Help. My life is in utter ruins.


----------



## the guy (Aug 3, 2010)

Dude I don't date chicks that date other guys especially when its my wife.

You are a doormat and will tolorate sharing.

So do want to change?

#1 STOP PLEADING!

You are pushing her away, so take control of your self and distance your self from her. Right know you need...you must worry about your self. Stop getting walked on and and start working out..do something that betters your self for you not for her.


----------



## KathyGriffinFan (Apr 4, 2011)

Plutarch, why are you out of the house?


----------



## reindeer (Mar 24, 2011)

Plutarch so sorry to hear of your story. My story is not like yours, but similar in that my huband left things too long when they were bad, and now sees it too late to reconcile our differences and we are planning to separate. i don't want to and am devestated. You will go through lots of emotions, that is natural. And they won't be over and done with quickly. You do have to start to look out for yourself though, that is good advice. I find this website invaluable for support. Sometimes I just read an entire thread to see how other people have dealt with their situations, and know I can get through it. Look up the thread 'Just let them go', you might find it useful. Look after yourself.


----------



## plutarch (May 3, 2011)

CathyGriffinFan:
It's because my wife ignores me or scorns me, and I get depressed and snap at her in front of the little ones, which is not good for them. And with my job and the hours I do there's no way I could afford a childminder for our five kids if I'd kicked her out.
Reindeer: thanks

Today my wife text me to say she was feeling "very, very down", so I text her a few times to ask how she was in an affectionate way, but now she's complaining I text her too much!
I'm in a downward spiral here - whatever I do achieves nothing but making the situation more painful and seems to drive her further away towards this other man


----------



## Jellybeans (Mar 8, 2011)

If she wants out and is having an affair, she should be the one to go, not you.

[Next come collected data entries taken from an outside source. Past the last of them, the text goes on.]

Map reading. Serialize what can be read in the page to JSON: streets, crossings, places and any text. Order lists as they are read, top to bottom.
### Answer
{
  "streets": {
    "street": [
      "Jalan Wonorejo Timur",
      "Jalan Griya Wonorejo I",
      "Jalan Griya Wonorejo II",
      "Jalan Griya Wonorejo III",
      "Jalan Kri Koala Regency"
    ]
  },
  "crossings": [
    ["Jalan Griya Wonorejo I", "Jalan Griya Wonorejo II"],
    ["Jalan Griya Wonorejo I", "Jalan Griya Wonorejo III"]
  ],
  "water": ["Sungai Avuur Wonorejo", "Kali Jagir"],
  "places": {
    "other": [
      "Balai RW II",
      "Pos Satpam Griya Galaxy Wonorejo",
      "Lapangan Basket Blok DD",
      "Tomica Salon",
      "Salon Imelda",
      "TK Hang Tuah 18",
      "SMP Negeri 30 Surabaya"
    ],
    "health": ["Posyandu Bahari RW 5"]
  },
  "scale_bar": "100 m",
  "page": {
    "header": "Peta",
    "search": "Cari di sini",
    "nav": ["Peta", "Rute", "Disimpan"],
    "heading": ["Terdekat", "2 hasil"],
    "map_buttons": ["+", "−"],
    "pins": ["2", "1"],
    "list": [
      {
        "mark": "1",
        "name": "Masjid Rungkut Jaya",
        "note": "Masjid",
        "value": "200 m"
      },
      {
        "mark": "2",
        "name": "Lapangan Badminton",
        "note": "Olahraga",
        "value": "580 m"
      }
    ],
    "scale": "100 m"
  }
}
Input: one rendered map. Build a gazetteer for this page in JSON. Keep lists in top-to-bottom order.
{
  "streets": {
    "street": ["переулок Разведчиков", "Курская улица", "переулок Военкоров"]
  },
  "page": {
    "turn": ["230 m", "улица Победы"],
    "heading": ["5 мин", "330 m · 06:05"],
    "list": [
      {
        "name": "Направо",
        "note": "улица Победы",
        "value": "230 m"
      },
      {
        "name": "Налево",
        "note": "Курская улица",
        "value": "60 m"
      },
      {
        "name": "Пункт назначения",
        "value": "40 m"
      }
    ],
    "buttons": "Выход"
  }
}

If she has told you she's in love with someone else and done, accept that. Yes, it's hard but you BEGGING AND PLEADING will push her eve nfurther away.

STOP catering to her. If she says she feels down, don't placate her. She chose where she is at and didn't think of you or your family unit in the process. 

You need to tell her You have thought about what she said and yo uagree..the marriage doesn't work for you in the status quo either. That if she choose the affair, you won't be around for her and will take all actions including up to and filing for divorce.

The maintain that boundary.

You come across as ery weak/desperate everytime you jump for her or tell her you can't live w/o her and beg her. Know that. It will make her think less of you. MAN UP.


----------



## plutarch (May 3, 2011)

"MAN UP" That's what she says. And yes, I am very weak. I would love to have the strenghth to kick her out, but there is absolutely no way I could keep my job and pay the mortgage and look after our five kids; my hours can't be changed and jobs are VERY hard to come by at the moment.


----------



## Runs like Dog (Feb 25, 2011)

Toss her strumpet ass in the street where she belongs.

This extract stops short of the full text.